HOW TO COMPLETE THIS TASK: Reproduce every record exactly as it appears, but not the pictures.

Collection entries:
....

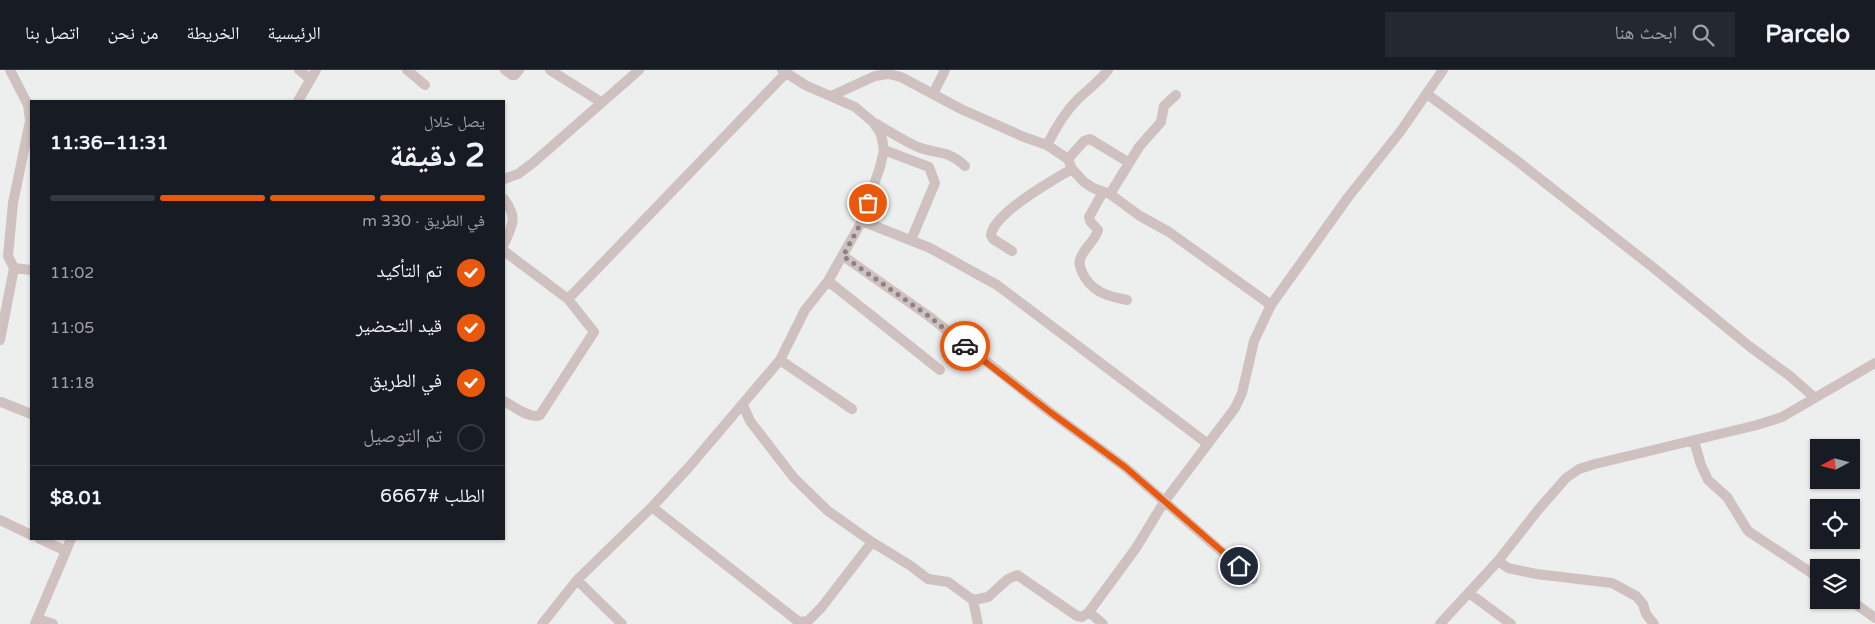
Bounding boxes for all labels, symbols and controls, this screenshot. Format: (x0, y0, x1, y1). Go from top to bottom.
search box (1385, 12, 1735, 57)
text: Parcelo (1765, 20, 1850, 49)
icon: search (1689, 21, 1717, 49)
text: اتصل بنا (25, 22, 80, 44)
text: من نحن (108, 22, 158, 44)
text: الخريطة (186, 22, 239, 44)
text: الرئيسية (267, 22, 321, 44)
text: ابحث هنا (1614, 22, 1677, 44)
text: يصل خلال (424, 112, 485, 132)
text: 11:31–11:36 (50, 132, 168, 154)
text: 2 دقيقة (389, 137, 485, 175)
pin (847, 182, 889, 224)
icon: bag (854, 189, 882, 217)
text: في الطريق · 330 m (362, 211, 485, 231)
icon: check (457, 259, 485, 287)
text: تم التأكيد (377, 260, 442, 282)
text: 11:02 (50, 263, 94, 283)
icon: check (457, 314, 485, 342)
text: قيد التحضير (356, 315, 442, 337)
text: 11:05 (50, 318, 94, 338)
courier (940, 321, 990, 371)
icon: car (951, 332, 979, 360)
icon: check (457, 369, 485, 397)
text: في الطريق (369, 370, 442, 392)
text: 11:18 (50, 373, 94, 393)
text: تم التوصيل (363, 425, 442, 447)
north arrow (1810, 439, 1860, 489)
map controls (1810, 439, 1860, 609)
text: الطلب #6667 (380, 485, 485, 507)
text: $8.01 (50, 487, 102, 509)
button: locate (1810, 499, 1860, 549)
pin (1218, 545, 1260, 587)
icon: home (1225, 552, 1253, 580)
button: layers (1810, 559, 1860, 609)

....

TASK OUTPUT:
Bounding boxes for all labels, symbols and controls, this screenshot. Format: (x0, y0, x1, y1). Go from top to bottom.
search box (1385, 12, 1735, 57)
text: Parcelo (1765, 20, 1850, 49)
icon: search (1689, 21, 1717, 49)
text: اتصل بنا (25, 22, 80, 44)
text: من نحن (108, 22, 158, 44)
text: الخريطة (186, 22, 239, 44)
text: الرئيسية (267, 22, 321, 44)
text: ابحث هنا (1614, 22, 1677, 44)
text: يصل خلال (424, 112, 485, 132)
text: 11:31–11:36 (50, 132, 168, 154)
text: 2 دقيقة (389, 137, 485, 175)
pin (847, 182, 889, 224)
icon: bag (854, 189, 882, 217)
text: في الطريق · 330 m (362, 211, 485, 231)
icon: check (457, 259, 485, 287)
text: تم التأكيد (377, 260, 442, 282)
text: 11:02 (50, 263, 94, 283)
icon: check (457, 314, 485, 342)
text: قيد التحضير (356, 315, 442, 337)
text: 11:05 (50, 318, 94, 338)
courier (940, 321, 990, 371)
icon: car (951, 332, 979, 360)
icon: check (457, 369, 485, 397)
text: في الطريق (369, 370, 442, 392)
text: 11:18 (50, 373, 94, 393)
text: تم التوصيل (363, 425, 442, 447)
north arrow (1810, 439, 1860, 489)
map controls (1810, 439, 1860, 609)
text: الطلب #6667 (380, 485, 485, 507)
text: $8.01 (50, 487, 102, 509)
button: locate (1810, 499, 1860, 549)
pin (1218, 545, 1260, 587)
icon: home (1225, 552, 1253, 580)
button: layers (1810, 559, 1860, 609)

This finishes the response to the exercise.